* [Data provided]:
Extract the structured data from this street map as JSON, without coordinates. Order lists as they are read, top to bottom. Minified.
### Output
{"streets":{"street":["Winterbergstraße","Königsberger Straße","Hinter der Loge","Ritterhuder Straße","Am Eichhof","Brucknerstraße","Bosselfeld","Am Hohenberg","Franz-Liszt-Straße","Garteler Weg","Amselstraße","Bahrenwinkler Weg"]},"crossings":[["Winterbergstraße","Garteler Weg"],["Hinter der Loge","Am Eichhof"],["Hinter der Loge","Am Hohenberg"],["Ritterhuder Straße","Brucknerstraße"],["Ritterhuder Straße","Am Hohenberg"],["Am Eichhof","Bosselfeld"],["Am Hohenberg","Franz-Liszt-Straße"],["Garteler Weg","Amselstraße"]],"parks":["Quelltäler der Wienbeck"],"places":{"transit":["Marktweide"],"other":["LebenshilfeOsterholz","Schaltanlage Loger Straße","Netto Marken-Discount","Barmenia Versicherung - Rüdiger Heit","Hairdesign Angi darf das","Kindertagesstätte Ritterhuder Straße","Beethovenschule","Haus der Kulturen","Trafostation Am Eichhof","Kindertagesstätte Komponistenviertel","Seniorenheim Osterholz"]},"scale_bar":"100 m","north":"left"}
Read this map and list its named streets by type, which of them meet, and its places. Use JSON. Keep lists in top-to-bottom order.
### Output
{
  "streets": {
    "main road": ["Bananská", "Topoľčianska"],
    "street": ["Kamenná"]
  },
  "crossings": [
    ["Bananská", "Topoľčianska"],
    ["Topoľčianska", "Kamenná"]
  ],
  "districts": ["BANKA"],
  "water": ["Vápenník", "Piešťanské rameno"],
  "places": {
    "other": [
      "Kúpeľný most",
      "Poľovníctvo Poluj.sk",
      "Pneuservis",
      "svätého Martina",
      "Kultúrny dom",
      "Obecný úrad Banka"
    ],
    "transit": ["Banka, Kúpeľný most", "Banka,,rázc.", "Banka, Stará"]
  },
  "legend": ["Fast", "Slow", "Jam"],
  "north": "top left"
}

* [What you need to do]:
Copy every record above exactly as it is.

* [Solution for this task]:
Extract the structured data from this street map as JSON, without coordinates. Order lists as they are read, top to bottom. Minified.
### Output
{"streets":{"street":["Winterbergstraße","Königsberger Straße","Hinter der Loge","Ritterhuder Straße","Am Eichhof","Brucknerstraße","Bosselfeld","Am Hohenberg","Franz-Liszt-Straße","Garteler Weg","Amselstraße","Bahrenwinkler Weg"]},"crossings":[["Winterbergstraße","Garteler Weg"],["Hinter der Loge","Am Eichhof"],["Hinter der Loge","Am Hohenberg"],["Ritterhuder Straße","Brucknerstraße"],["Ritterhuder Straße","Am Hohenberg"],["Am Eichhof","Bosselfeld"],["Am Hohenberg","Franz-Liszt-Straße"],["Garteler Weg","Amselstraße"]],"parks":["Quelltäler der Wienbeck"],"places":{"transit":["Marktweide"],"other":["LebenshilfeOsterholz","Schaltanlage Loger Straße","Netto Marken-Discount","Barmenia Versicherung - Rüdiger Heit","Hairdesign Angi darf das","Kindertagesstätte Ritterhuder Straße","Beethovenschule","Haus der Kulturen","Trafostation Am Eichhof","Kindertagesstätte Komponistenviertel","Seniorenheim Osterholz"]},"scale_bar":"100 m","north":"left"}
Read this map and list its named streets by type, which of them meet, and its places. Use JSON. Keep lists in top-to-bottom order.
### Output
{
  "streets": {
    "main road": ["Bananská", "Topoľčianska"],
    "street": ["Kamenná"]
  },
  "crossings": [
    ["Bananská", "Topoľčianska"],
    ["Topoľčianska", "Kamenná"]
  ],
  "districts": ["BANKA"],
  "water": ["Vápenník", "Piešťanské rameno"],
  "places": {
    "other": [
      "Kúpeľný most",
      "Poľovníctvo Poluj.sk",
      "Pneuservis",
      "svätého Martina",
      "Kultúrny dom",
      "Obecný úrad Banka"
    ],
    "transit": ["Banka, Kúpeľný most", "Banka,,rázc.", "Banka, Stará"]
  },
  "legend": ["Fast", "Slow", "Jam"],
  "north": "top left"
}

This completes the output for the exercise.